A modernização não se esgota na substituição de equipamentos: ao actualizar sistemas e arquitectura de aviónica, a Força Aérea beneficia também de maior previsibilidade na manutenção e de melhor gestão de obsolescências, factores determinantes para assegurar níveis consistentes de prontidão.

Do ponto de vista das tripulações, a transição para um cockpit modernizado implica igualmente adaptação de procedimentos e reforço de treino, contribuindo para uma operação mais alinhada com práticas contemporâneas de navegação e comunicações, especialmente em ambientes de tráfego aéreo mais densos.

Indústria nacional e cooperação institucional

A Força Aérea Portuguesa sublinhou que o programa, para além de ampliar a capacidade operacional, reforça a base tecnológica da indústria aeronáutica nacional, consolidando a OGMA como um interveniente relevante no ecossistema europeu de defesa.

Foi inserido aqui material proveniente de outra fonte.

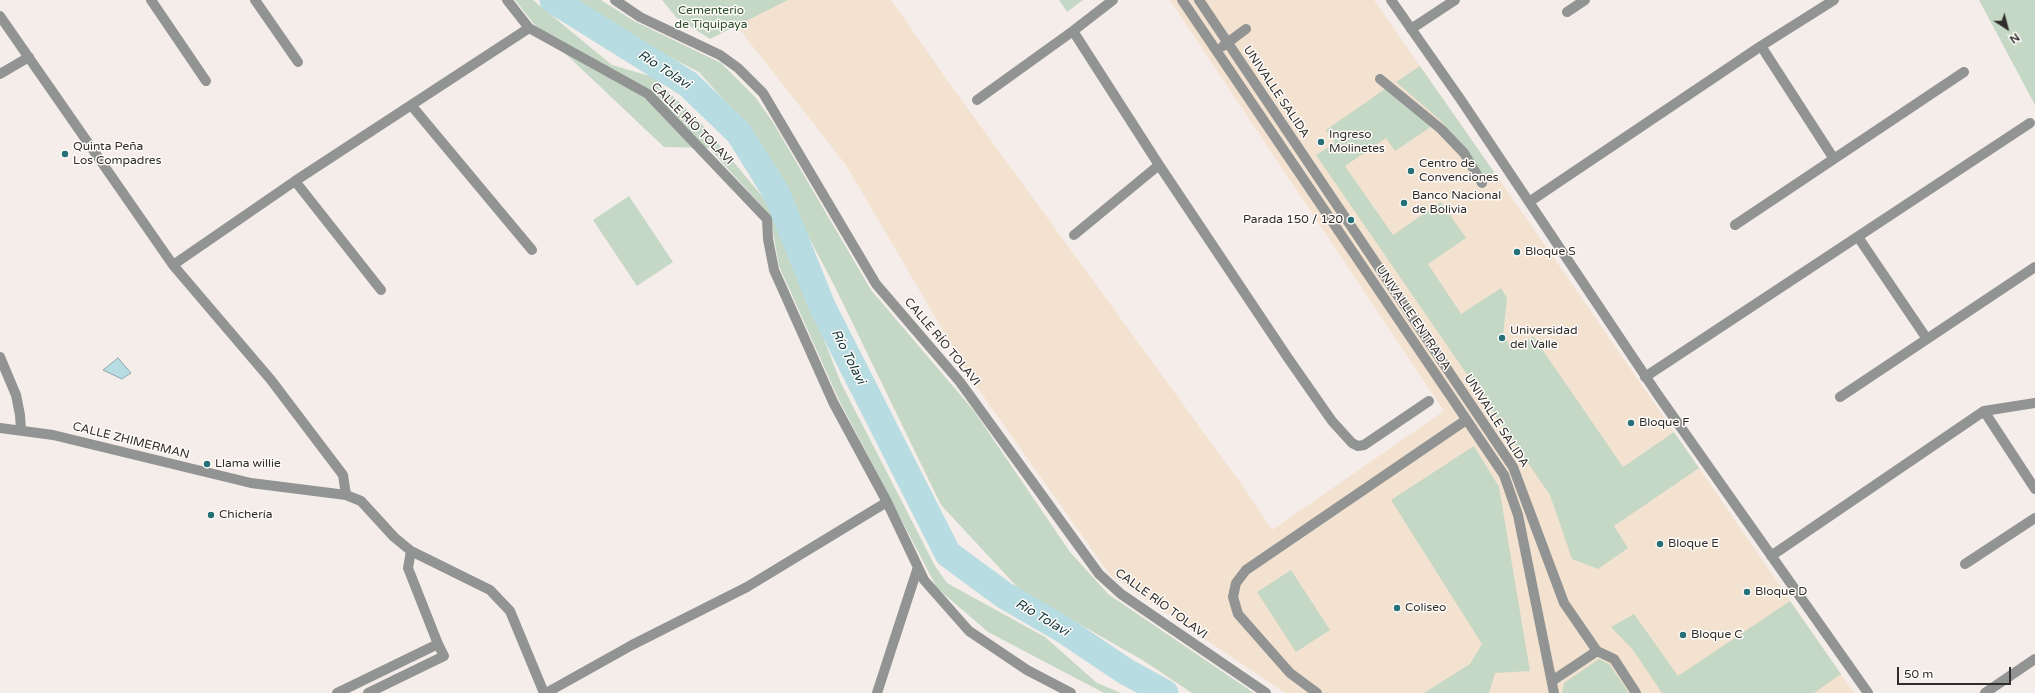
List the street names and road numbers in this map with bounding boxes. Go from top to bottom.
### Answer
street label: UNIVALLE SALIDA [1240,43,1312,141]
street label: CALLE RÍO TOLAVI [648,80,736,168]
street label: UNIVALLE ENTRADA [1373,263,1453,373]
street label: CALLE RÍO TOLAVI [901,295,983,389]
street label: UNIVALLE SALIDA [1461,372,1531,470]
street label: CALLE ZHIMERMAN [71,419,191,463]
street label: CALLE RÍO TOLAVI [1112,566,1210,642]

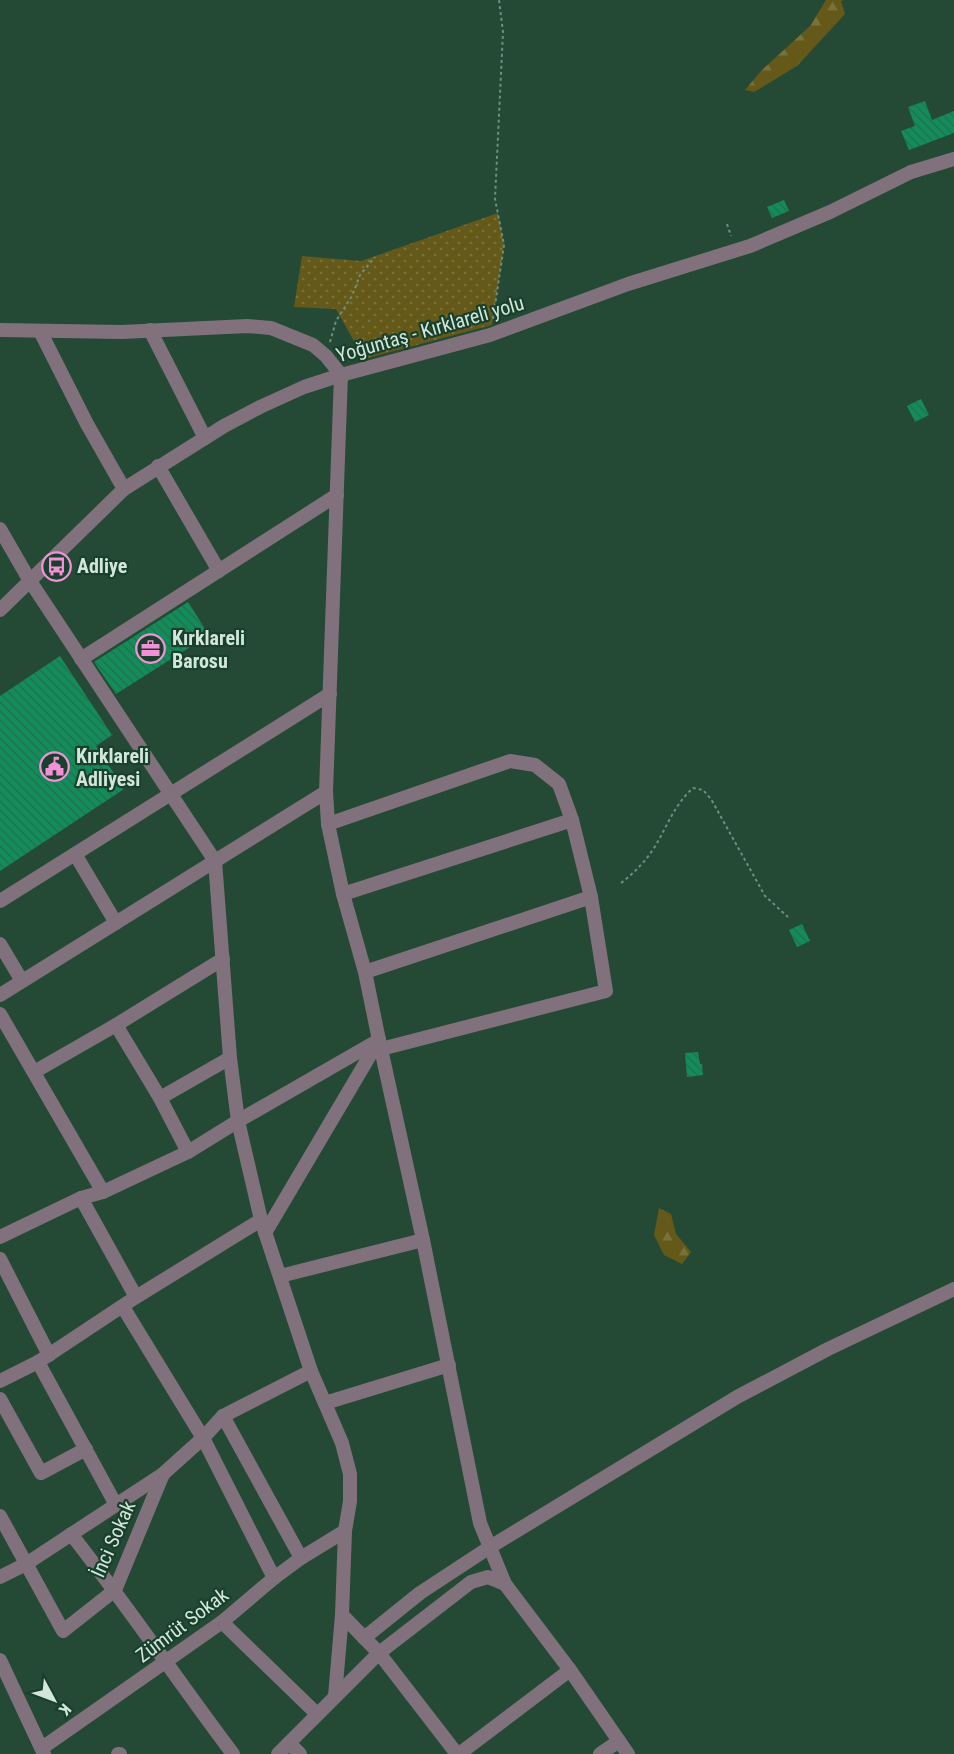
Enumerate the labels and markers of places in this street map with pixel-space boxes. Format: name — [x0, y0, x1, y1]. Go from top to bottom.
bus stop icon: Adliye — [40, 550, 72, 582]
place label: Adliye — [77, 554, 127, 578]
place label: Kırklareli Barosu — [172, 626, 245, 673]
office icon: Kırklareli Barosu — [135, 633, 167, 665]
place label: Kırklareli Adliyesi — [76, 744, 149, 791]
public building icon: Kırklareli Adliyesi — [39, 751, 71, 783]

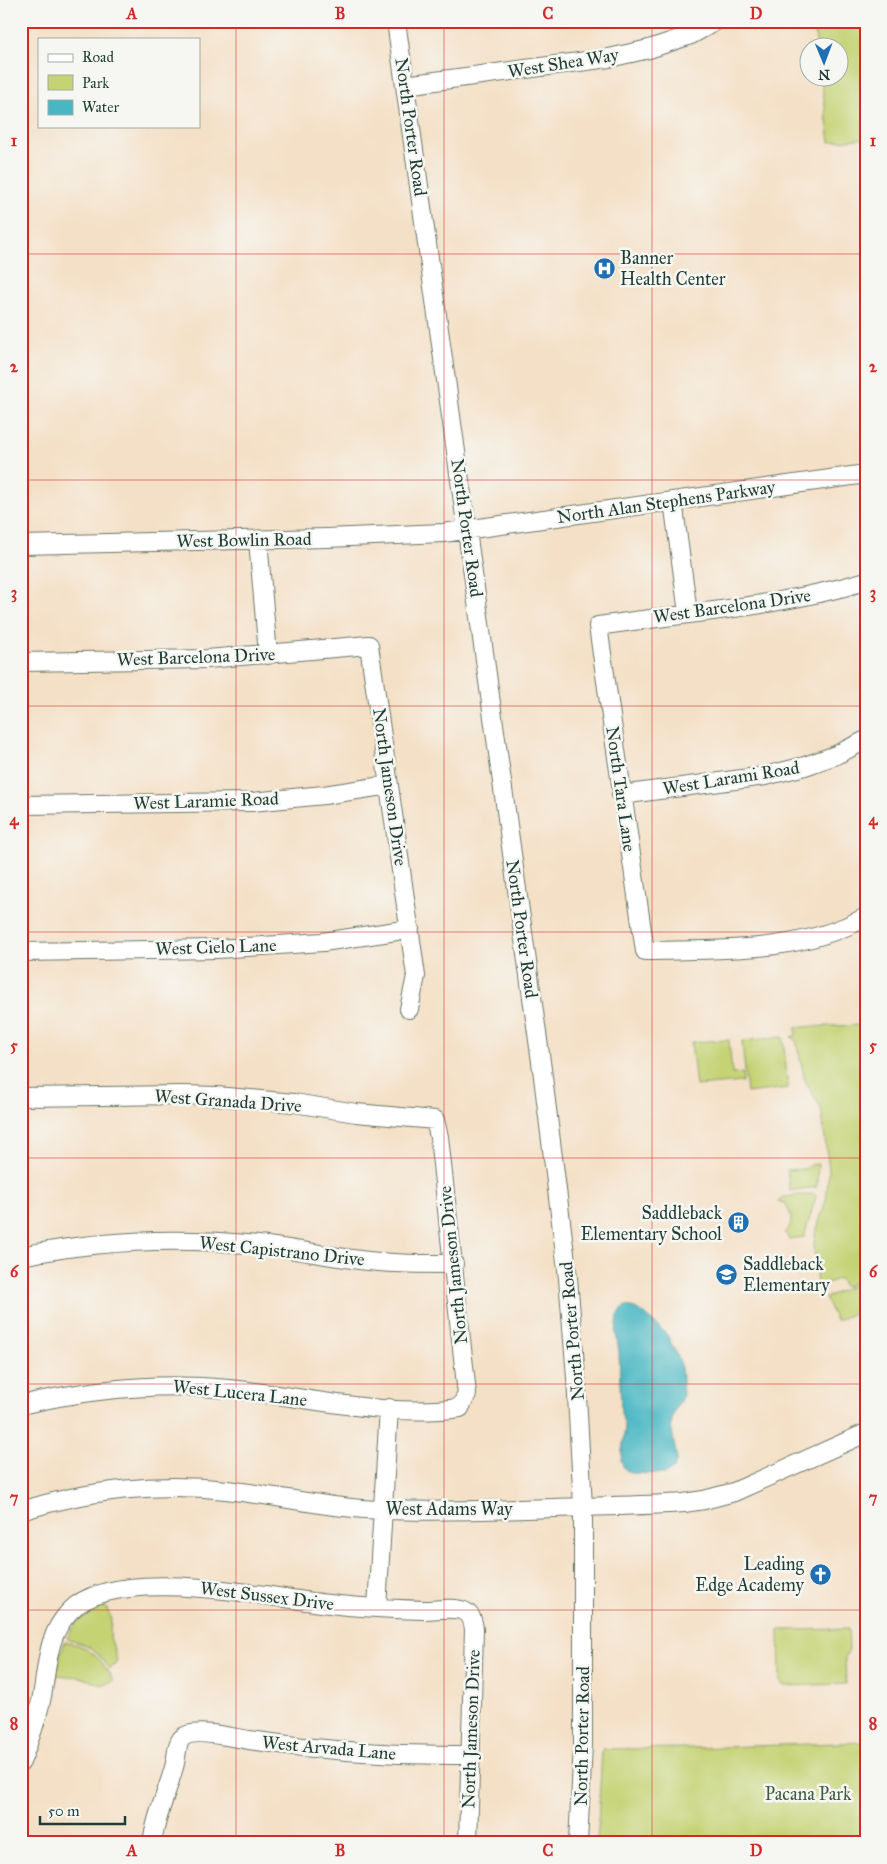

O sucesso do projecto assentou na cooperação entre a empresa, as unidades de manutenção da Força Aérea e a Autoridade Aeronáutica Nacional, uma articulação considerada determinante tanto para concluir o programa como para desenvolver, em Portugal, competências avançadas de manutenção e integração.

Renovação em paralelo: Embraer KC-390 Millennium e a transição dos Hércules

Em simultâneo, Portugal prossegue a renovação do transporte táctico com a entrada dos Embraer KC-390 Millennium, destinados a substituir progressivamente os Hércules. Até ao momento, o Esquadrão 506 “Rinocerontes” recebeu três unidades, estando previsto que a frota atinja seis aeronaves nos próximos anos.

Com a conclusão da modernização dos C-130H-30 Hércules e a crescente operacionalização dos KC-390, a Força Aérea Portuguesa passa a dispor de um equilíbrio entre experiência acumulada e tecnologia mais recente, assegurando a continuidade de missões de transporte, busca e salvamento e apoio humanitário, tanto em Portugal como em operações internacionais.

Imagens utilizadas a título ilustrativo.